(Data for processing begins)
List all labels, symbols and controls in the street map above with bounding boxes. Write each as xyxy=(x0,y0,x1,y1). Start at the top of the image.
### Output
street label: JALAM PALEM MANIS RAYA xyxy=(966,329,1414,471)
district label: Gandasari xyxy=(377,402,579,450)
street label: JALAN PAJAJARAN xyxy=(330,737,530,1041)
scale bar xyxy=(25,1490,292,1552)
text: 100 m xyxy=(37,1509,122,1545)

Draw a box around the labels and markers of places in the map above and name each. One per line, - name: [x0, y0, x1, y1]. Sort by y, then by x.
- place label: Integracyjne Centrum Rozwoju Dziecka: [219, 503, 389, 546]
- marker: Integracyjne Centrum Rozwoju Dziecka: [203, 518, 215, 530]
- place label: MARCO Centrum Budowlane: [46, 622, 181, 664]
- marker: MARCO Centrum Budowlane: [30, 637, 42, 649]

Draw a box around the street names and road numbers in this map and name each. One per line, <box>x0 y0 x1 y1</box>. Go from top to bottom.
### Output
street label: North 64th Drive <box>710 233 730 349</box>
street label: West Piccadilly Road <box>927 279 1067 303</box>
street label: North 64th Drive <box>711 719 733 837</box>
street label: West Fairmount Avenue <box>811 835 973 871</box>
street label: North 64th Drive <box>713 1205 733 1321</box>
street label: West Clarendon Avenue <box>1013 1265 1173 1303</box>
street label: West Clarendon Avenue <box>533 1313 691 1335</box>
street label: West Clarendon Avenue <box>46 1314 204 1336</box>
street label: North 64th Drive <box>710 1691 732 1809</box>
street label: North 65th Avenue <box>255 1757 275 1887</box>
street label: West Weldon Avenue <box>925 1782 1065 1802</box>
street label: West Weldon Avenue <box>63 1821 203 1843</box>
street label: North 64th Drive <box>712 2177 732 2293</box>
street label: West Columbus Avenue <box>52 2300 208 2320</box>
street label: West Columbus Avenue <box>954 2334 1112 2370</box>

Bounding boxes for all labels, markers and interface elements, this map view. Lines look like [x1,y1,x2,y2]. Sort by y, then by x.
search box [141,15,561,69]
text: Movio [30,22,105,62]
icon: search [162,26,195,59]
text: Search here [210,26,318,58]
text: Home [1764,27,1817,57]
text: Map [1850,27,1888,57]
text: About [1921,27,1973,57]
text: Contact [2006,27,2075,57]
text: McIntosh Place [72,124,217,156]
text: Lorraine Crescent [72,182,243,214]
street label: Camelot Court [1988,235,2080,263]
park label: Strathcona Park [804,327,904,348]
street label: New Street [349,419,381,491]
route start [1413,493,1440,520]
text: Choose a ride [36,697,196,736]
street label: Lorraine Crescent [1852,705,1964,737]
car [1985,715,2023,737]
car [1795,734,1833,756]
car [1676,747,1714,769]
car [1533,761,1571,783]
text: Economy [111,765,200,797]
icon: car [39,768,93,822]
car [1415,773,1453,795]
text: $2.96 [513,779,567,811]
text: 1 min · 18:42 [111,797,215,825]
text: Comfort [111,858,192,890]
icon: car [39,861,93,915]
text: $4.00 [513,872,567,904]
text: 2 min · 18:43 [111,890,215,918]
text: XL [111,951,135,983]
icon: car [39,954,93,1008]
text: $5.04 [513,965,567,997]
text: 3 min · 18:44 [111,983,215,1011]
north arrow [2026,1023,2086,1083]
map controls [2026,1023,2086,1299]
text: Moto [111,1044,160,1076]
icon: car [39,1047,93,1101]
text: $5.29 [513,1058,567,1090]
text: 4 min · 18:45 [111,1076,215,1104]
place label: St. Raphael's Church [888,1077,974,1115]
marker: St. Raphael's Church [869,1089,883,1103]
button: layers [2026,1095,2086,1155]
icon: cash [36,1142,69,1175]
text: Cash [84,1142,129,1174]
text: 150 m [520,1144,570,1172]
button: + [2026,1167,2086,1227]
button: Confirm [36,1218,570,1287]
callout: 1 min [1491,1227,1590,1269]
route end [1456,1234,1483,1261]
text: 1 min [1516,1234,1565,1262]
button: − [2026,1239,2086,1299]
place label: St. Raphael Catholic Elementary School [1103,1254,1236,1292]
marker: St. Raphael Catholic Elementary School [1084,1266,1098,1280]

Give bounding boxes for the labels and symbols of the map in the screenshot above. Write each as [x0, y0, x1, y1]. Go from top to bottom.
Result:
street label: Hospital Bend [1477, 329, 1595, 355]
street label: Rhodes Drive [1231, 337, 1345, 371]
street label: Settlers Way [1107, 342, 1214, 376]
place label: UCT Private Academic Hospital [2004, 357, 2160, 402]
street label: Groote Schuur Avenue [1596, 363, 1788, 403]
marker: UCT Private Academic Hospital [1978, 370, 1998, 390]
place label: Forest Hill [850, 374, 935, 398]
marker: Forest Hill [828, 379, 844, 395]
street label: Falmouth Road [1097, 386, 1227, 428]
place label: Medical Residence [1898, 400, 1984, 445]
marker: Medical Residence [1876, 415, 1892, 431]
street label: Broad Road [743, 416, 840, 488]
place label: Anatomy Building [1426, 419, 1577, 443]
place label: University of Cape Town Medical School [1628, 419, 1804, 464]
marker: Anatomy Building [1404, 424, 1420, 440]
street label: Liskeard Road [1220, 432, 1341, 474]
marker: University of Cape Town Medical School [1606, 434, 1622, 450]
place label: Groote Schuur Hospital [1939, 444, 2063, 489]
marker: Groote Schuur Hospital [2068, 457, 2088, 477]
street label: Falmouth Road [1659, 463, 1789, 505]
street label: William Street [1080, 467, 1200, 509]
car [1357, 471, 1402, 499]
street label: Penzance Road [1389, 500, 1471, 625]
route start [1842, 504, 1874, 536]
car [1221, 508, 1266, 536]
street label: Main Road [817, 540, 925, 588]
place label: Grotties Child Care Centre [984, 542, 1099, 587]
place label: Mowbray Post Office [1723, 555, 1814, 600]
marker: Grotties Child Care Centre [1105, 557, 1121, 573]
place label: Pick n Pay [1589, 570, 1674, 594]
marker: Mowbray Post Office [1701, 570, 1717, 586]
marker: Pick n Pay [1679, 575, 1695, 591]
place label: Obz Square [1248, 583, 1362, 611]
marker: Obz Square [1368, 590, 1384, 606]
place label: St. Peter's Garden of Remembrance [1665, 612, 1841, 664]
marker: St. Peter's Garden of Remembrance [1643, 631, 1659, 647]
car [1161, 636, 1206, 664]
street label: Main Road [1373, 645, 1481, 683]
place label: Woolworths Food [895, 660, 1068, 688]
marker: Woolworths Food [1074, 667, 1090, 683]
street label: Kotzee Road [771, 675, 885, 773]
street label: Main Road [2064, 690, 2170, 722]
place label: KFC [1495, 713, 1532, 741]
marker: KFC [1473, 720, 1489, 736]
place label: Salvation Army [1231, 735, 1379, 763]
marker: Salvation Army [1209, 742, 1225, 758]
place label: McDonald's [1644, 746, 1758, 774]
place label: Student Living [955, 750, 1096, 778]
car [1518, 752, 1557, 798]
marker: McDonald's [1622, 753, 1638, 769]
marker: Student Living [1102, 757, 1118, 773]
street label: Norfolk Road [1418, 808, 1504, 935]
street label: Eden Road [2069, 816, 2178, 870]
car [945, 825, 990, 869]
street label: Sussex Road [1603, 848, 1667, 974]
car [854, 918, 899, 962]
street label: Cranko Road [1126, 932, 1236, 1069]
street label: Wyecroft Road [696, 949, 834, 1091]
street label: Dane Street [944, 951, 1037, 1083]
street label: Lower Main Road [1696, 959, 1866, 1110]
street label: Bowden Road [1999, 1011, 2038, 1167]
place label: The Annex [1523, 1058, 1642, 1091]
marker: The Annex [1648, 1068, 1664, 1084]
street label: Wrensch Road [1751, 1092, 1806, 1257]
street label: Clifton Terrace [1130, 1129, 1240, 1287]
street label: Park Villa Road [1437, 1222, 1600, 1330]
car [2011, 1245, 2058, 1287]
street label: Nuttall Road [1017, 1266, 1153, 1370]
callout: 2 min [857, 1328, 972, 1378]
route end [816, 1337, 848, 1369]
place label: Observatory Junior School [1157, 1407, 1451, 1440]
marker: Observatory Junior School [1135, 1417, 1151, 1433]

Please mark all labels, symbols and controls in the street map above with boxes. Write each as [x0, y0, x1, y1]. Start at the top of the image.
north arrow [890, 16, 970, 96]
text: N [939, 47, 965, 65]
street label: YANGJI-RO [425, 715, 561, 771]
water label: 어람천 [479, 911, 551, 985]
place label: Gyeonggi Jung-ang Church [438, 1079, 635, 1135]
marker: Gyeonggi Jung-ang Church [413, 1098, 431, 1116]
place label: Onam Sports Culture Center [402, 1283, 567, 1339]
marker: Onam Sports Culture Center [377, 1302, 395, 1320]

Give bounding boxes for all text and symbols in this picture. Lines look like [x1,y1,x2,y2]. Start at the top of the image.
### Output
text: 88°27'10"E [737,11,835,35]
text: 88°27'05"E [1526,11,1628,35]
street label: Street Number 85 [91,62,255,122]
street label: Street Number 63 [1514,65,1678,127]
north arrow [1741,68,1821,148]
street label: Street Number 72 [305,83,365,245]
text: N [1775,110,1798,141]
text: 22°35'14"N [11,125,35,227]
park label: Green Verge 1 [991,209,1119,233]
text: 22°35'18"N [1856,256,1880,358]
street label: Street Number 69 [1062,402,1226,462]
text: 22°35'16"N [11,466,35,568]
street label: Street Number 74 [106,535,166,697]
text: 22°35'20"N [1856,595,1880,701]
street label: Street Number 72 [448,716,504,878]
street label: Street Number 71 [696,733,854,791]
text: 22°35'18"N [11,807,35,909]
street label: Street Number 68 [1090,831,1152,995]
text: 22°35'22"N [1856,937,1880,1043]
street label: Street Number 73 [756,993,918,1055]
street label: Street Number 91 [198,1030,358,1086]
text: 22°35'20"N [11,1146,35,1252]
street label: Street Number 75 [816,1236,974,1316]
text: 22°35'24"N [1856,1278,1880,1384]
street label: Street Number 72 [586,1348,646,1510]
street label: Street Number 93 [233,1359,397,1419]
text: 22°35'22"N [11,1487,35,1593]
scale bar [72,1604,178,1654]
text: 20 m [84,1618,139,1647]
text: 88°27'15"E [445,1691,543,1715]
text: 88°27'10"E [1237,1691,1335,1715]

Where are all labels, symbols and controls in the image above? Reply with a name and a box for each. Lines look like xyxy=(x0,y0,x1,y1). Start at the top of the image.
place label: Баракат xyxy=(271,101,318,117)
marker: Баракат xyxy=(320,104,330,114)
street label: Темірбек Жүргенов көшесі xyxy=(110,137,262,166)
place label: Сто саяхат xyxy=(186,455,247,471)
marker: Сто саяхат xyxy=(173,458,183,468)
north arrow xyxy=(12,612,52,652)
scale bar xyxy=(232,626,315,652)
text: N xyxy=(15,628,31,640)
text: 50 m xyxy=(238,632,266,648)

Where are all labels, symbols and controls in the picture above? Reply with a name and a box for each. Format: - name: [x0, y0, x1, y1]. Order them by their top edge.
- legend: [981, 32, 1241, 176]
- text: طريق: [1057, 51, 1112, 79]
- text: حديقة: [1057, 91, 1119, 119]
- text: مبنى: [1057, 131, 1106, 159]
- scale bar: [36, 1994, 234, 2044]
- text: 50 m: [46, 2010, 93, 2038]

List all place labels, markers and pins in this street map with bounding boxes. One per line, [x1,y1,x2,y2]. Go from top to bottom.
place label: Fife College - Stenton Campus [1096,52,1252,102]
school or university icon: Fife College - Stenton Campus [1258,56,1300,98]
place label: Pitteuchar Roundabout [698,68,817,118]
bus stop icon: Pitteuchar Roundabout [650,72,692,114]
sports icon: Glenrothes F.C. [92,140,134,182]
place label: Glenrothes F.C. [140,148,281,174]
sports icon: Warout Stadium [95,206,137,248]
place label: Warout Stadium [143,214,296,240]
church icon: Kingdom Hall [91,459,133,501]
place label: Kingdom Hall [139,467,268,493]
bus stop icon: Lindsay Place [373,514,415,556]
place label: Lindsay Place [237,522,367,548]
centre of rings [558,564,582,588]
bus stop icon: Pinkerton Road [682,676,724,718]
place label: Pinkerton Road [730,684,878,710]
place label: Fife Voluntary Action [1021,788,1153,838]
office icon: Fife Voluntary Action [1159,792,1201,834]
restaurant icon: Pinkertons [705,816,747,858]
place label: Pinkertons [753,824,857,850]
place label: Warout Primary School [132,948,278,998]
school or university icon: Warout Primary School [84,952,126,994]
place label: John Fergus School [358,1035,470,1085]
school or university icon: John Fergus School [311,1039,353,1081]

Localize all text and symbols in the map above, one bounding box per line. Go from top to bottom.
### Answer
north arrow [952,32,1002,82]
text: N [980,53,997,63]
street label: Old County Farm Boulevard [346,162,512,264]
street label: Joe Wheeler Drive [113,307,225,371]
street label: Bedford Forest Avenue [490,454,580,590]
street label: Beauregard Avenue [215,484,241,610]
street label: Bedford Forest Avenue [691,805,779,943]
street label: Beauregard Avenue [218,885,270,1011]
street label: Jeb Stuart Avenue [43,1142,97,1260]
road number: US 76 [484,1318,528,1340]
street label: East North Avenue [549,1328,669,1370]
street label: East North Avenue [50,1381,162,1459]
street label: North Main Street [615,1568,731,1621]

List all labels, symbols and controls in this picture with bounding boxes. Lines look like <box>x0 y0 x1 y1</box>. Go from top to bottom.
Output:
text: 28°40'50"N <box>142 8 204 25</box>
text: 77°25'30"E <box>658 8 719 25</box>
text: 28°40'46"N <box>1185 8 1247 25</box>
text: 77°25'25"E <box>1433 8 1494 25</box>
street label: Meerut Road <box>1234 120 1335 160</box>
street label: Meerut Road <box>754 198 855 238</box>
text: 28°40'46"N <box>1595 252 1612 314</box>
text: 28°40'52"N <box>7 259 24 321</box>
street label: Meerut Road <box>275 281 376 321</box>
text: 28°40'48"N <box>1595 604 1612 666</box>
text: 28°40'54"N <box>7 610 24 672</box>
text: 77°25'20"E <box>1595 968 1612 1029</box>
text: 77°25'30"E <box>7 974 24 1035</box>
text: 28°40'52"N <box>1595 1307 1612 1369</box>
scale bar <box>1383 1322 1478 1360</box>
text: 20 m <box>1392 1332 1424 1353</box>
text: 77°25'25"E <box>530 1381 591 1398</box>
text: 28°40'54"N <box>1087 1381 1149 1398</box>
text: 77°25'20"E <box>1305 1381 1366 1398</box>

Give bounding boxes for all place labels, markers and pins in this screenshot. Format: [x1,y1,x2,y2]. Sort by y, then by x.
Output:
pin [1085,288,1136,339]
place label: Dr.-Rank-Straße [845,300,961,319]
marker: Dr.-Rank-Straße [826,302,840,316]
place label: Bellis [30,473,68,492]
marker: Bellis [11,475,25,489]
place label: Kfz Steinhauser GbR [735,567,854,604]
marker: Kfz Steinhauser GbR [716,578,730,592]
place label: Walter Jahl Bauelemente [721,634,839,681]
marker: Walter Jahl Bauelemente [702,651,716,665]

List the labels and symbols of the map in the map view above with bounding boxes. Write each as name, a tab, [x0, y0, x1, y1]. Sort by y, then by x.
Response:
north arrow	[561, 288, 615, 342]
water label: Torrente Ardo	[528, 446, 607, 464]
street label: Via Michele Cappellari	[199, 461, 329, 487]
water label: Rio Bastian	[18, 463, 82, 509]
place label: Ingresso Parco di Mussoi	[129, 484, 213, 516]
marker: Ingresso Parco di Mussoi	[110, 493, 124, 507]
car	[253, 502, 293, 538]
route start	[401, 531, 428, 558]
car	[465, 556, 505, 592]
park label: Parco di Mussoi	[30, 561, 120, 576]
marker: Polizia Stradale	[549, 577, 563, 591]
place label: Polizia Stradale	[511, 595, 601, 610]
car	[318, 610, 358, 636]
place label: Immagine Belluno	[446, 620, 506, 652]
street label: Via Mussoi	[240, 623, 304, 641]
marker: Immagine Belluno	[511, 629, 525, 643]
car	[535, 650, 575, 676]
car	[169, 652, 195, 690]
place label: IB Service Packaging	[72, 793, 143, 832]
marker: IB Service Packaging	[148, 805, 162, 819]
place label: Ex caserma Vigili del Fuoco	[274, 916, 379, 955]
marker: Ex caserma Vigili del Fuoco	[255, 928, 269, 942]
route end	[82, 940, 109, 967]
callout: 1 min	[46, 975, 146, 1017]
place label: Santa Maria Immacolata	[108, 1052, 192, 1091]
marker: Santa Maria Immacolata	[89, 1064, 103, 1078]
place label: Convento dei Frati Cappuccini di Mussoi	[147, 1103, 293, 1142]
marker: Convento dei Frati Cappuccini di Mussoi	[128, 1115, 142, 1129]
(Data for processing ends)
▸ **What is needed**
Give back exactly the lines above starting at the line where "Draw a box around the labels" appears and ending at the line where "Draw a box around the street" appears, both included, with no other lines.

▸ **Answer for this exercise**
Draw a box around the labels and markers of places in the map above and name each. One per line, - name: [x0, y0, x1, y1]. Sort by y, then by x.
- place label: Integracyjne Centrum Rozwoju Dziecka: [219, 503, 389, 546]
- marker: Integracyjne Centrum Rozwoju Dziecka: [203, 518, 215, 530]
- place label: MARCO Centrum Budowlane: [46, 622, 181, 664]
- marker: MARCO Centrum Budowlane: [30, 637, 42, 649]

Draw a box around the street names and road numbers in this map and name each. One per line, <box>x0 y0 x1 y1</box>. Go from top to bottom.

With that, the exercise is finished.